State the number of lines in the records underneath where the word "lists" turns up, and say nothing else.

***

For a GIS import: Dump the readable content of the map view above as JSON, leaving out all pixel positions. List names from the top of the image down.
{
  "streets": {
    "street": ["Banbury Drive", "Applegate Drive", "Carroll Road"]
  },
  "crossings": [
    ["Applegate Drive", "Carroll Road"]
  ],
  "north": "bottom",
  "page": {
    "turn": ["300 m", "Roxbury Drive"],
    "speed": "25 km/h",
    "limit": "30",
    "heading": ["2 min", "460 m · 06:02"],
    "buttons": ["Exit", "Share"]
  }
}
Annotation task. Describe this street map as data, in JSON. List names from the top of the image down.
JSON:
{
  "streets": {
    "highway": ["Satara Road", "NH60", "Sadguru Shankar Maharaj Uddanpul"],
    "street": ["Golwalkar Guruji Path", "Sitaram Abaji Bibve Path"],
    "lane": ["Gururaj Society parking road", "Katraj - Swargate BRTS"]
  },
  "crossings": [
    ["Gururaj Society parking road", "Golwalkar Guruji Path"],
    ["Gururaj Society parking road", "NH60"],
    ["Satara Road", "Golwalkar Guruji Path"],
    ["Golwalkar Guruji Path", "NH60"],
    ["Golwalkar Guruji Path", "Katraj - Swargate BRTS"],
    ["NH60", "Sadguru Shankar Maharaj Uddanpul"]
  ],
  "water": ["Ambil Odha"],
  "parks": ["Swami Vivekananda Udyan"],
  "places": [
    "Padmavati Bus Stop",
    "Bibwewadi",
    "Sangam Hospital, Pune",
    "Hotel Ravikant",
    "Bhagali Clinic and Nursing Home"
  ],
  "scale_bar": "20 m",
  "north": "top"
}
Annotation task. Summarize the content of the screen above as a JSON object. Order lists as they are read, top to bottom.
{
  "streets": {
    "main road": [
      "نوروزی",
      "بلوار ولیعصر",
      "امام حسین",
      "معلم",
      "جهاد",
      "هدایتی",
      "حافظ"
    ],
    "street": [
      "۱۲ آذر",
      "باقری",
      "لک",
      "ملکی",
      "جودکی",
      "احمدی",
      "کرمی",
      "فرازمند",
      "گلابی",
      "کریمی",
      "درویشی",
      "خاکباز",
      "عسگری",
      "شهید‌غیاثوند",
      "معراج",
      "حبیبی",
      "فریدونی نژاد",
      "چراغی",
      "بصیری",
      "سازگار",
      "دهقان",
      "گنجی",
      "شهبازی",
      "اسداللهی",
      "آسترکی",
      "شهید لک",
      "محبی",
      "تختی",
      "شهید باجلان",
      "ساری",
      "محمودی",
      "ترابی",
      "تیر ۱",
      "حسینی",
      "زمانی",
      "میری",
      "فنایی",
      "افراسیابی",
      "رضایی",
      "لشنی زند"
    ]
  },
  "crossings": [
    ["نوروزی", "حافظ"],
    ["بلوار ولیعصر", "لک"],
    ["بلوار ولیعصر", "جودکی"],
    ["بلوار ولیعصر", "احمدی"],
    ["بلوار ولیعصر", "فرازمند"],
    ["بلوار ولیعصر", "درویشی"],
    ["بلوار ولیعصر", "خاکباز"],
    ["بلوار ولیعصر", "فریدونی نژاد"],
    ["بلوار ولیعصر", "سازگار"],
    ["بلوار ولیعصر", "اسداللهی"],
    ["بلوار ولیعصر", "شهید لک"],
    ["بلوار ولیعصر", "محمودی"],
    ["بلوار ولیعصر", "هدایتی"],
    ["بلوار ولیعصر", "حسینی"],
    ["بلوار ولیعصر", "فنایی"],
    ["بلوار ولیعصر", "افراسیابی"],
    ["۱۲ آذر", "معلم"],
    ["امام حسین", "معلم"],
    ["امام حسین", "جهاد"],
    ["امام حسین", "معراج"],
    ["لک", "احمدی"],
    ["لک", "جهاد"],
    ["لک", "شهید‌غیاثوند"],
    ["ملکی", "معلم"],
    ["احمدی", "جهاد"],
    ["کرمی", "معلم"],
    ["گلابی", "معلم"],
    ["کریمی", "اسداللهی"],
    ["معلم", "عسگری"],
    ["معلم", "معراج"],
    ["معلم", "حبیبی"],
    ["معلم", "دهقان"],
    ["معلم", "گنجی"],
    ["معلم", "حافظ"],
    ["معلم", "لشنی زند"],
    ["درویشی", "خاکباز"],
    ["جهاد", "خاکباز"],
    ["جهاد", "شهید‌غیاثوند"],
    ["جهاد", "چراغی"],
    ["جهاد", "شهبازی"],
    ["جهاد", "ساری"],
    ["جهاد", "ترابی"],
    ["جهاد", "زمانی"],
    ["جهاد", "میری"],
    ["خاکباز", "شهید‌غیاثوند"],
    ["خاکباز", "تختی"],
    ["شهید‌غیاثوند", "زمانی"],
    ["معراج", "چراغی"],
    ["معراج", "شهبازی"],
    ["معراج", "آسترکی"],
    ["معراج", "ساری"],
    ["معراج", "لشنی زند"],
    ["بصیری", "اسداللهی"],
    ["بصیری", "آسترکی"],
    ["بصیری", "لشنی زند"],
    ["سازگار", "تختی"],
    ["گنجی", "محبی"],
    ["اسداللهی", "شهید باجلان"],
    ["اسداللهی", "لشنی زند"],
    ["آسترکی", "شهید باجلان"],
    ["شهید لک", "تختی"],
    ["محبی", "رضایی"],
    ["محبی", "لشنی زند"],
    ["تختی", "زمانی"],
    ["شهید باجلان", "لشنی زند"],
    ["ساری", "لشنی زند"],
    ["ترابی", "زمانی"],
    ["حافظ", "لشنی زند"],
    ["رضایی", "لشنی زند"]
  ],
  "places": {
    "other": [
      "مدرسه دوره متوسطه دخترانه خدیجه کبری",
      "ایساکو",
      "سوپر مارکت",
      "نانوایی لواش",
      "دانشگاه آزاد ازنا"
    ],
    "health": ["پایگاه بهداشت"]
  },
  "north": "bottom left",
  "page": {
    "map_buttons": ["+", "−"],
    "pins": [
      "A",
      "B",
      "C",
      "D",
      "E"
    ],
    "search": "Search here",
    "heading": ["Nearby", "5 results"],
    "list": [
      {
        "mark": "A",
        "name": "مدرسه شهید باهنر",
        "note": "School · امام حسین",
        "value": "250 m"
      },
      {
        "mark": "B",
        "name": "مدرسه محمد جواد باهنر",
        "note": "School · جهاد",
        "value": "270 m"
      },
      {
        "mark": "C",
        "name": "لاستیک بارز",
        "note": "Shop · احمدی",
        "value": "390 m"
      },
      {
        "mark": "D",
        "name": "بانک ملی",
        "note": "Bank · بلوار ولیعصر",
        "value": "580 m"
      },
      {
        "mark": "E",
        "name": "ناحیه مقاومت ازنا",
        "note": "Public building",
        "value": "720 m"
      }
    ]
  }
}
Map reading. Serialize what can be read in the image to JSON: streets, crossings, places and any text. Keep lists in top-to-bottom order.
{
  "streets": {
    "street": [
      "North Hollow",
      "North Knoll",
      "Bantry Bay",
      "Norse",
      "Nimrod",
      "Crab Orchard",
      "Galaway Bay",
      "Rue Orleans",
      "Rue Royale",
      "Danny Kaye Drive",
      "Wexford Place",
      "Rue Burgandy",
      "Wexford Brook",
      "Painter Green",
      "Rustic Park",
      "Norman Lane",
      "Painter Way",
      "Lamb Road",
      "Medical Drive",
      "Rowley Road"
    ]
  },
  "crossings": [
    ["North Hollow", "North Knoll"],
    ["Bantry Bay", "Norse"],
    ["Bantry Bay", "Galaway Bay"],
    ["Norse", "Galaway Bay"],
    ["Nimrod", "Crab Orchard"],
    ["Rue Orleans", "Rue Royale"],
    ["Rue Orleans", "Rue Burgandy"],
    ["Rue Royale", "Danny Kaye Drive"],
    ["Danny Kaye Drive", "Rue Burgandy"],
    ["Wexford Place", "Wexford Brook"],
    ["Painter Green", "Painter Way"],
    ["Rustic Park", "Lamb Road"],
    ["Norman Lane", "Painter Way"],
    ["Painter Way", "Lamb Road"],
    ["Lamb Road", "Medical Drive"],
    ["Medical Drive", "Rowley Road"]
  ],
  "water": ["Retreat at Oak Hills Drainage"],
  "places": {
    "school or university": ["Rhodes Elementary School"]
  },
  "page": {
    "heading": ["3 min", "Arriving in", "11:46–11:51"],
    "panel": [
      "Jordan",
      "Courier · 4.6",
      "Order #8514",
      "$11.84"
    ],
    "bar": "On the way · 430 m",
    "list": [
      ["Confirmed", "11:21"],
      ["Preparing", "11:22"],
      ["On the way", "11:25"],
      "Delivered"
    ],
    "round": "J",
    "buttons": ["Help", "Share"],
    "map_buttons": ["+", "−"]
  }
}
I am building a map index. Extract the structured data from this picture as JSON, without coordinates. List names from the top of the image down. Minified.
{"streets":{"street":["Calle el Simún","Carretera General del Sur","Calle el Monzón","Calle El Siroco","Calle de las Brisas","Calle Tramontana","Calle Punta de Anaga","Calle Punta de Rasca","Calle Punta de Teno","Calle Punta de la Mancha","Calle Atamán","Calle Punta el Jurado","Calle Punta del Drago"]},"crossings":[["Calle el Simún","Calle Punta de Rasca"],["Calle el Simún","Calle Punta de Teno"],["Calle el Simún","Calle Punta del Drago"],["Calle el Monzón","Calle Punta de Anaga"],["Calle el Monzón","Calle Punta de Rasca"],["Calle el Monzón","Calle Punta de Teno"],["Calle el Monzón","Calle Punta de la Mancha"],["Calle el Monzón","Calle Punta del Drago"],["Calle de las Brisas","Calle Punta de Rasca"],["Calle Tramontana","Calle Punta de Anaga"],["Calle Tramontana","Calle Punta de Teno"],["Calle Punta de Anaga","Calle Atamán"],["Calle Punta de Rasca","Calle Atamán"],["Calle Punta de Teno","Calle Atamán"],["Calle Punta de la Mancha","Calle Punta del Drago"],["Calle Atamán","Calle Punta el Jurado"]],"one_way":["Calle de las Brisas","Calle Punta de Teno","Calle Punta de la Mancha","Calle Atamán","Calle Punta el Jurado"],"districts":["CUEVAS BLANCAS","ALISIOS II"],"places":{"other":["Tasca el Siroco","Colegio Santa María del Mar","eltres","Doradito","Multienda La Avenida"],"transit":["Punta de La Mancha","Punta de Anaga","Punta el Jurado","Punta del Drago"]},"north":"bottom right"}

***

[EXPECTED ANSWER]
2